World A has a million people with an average utility of 10; world B has 100 people with an average utility of 11. Average utilitarianism says world B is preferable to world A. This seems counterintuitive as it has less total utility, but what if we reframe the question?
Imagine you are behind a veil of ignorance and you have to choose which world you will be instantiated into, becoming one citizen randomly selected from the population. From this perspective, world B is the obvious choice: even though it has far less total utility than word A, you personally get more utility by being instantiated into world B. This remains true even if world B only has 1 citizen, though most people, presumably, have "access to good company" in their utility function.
This reframing seems to invert my intuitions.
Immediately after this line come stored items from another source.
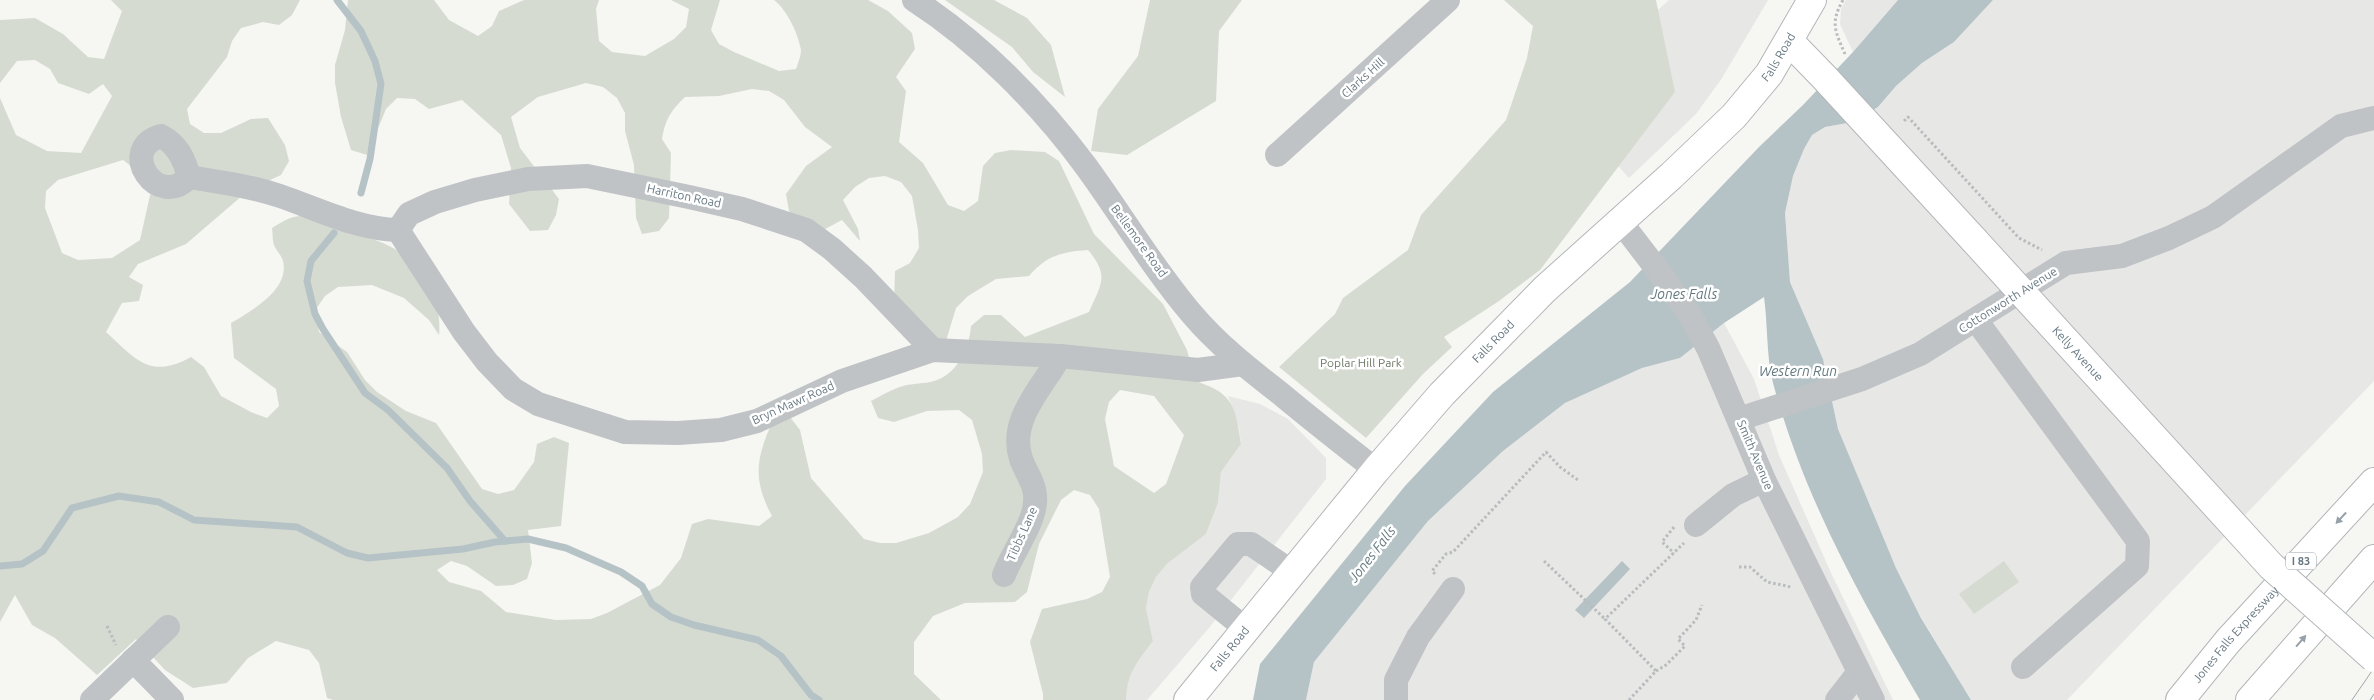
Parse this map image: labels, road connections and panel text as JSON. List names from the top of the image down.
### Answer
{
  "streets": {
    "main road": [
      "Falls Road",
      "Kelly Avenue",
      "I 83",
      "Jones Falls Expressway"
    ],
    "street": [
      "Clarks Hill",
      "Harriton Road",
      "Bellemore Road",
      "Cottonworth Avenue",
      "Bryn Mawr Road",
      "Smith Avenue",
      "Tibbs Lane"
    ]
  },
  "crossings": [
    ["Falls Road", "Bellemore Road"],
    ["Falls Road", "Kelly Avenue"],
    ["Falls Road", "Smith Avenue"],
    ["Harriton Road", "Bryn Mawr Road"],
    ["Bellemore Road", "Bryn Mawr Road"],
    ["Cottonworth Avenue", "Smith Avenue"],
    ["Bryn Mawr Road", "Tibbs Lane"]
  ],
  "water": ["Jones Falls", "Western Run"],
  "parks": ["Poplar Hill Park"]
}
Though this may just mean I am more selfish than most.
This has always been how I thought about it. (I consider myself approximately an Average Utilitarian, with some caveats that this is more descriptive than normative)
One person who disagreed with me said: "you are not randomly born into 'a person', you are randomly born into 'a collection of atoms.' A world with fewer atoms arranged into thinking beings increases the chance that you get zero utility, not whatever the average utility from among whichever patterns have developed consciousness"
I disagree with that person, but just wanted to float it as an alternate way of thinking.
It's the difference between SIA and SSA. If you work with SIA, then you're randomly chosen from all possible beings, and so in world B you're less likely to exist.